§ Aim of the task:
Identify the lines in the data below that contain "image" and give only how many there are.

========

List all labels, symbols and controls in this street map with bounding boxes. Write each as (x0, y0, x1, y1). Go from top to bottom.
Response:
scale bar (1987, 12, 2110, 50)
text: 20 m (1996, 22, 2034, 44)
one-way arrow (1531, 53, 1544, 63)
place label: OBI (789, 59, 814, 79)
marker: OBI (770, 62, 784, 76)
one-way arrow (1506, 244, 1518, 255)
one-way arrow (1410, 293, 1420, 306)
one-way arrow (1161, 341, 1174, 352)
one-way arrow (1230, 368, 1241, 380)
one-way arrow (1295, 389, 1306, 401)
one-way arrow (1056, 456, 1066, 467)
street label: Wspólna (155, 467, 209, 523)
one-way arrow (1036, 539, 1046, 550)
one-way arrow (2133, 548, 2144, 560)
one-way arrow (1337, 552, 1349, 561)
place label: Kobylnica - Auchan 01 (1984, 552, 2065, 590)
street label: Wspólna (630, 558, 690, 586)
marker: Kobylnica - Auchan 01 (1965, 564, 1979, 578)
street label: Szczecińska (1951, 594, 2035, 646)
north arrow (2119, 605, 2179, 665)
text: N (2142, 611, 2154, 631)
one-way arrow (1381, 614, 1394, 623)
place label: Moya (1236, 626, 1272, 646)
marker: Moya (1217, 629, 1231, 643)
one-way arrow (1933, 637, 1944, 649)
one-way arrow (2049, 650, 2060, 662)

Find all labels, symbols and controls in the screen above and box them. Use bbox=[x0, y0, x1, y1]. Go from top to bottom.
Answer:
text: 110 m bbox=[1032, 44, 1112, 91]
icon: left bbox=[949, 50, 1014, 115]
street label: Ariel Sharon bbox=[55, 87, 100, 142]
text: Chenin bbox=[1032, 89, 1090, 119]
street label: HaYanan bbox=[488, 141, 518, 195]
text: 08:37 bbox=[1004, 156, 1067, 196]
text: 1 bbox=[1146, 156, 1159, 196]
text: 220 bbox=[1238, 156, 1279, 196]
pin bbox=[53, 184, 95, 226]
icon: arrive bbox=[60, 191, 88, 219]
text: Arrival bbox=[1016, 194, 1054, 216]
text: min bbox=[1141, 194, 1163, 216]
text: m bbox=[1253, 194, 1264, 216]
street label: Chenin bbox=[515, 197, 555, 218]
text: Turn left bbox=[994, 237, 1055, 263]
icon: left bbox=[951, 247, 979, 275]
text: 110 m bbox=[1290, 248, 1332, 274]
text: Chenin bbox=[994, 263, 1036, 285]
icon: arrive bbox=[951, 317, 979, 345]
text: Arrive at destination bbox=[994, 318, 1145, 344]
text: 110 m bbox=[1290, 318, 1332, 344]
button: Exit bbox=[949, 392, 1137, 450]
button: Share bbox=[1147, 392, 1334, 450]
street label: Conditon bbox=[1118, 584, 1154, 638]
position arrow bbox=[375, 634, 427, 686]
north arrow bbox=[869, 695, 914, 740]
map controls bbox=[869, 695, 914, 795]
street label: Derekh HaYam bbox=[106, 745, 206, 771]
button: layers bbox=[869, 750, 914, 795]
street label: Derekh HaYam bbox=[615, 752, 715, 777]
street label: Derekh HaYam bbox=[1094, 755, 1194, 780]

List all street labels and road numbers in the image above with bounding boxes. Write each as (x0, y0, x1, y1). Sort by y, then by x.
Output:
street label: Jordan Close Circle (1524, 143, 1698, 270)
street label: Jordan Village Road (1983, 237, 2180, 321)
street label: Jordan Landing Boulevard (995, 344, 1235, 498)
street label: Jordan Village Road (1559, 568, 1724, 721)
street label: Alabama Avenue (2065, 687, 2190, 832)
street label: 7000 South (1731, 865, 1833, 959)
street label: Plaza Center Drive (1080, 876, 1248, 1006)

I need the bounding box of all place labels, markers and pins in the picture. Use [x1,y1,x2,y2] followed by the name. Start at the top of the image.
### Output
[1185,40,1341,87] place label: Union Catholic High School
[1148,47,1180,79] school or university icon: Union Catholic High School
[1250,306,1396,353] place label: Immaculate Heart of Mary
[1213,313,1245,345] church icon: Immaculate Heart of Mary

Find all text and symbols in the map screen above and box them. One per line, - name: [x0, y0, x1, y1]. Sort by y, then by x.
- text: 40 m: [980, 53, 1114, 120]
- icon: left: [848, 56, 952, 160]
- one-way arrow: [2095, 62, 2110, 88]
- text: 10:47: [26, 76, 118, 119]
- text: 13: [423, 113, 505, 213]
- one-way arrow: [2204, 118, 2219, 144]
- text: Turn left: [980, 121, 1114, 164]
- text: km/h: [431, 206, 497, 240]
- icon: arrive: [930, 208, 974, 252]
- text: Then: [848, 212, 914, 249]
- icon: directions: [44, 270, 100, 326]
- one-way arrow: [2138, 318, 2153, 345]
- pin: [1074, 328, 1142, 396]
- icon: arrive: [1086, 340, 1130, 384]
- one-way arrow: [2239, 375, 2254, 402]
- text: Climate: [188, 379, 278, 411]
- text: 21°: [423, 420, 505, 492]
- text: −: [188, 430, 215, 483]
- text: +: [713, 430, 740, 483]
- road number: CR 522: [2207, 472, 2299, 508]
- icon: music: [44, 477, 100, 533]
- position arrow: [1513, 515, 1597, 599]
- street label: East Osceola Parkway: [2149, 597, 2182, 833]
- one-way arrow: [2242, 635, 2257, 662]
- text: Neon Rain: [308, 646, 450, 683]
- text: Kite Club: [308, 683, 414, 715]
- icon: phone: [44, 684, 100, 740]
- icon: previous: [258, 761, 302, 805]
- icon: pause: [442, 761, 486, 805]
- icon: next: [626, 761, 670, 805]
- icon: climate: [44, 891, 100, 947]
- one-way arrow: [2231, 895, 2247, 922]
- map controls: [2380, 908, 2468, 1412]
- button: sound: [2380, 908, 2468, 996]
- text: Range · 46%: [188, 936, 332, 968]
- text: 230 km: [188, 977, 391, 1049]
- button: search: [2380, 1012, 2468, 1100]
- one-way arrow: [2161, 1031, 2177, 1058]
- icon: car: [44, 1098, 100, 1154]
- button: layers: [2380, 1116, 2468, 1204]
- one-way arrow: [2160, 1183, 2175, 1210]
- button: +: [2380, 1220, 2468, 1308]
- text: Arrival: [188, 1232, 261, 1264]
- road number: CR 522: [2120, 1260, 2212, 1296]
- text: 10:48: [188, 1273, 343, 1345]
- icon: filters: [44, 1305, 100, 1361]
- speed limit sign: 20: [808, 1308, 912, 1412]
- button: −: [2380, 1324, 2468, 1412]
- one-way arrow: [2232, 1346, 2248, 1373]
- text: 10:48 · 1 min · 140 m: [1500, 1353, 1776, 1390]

========

§ Output for this exercise:
2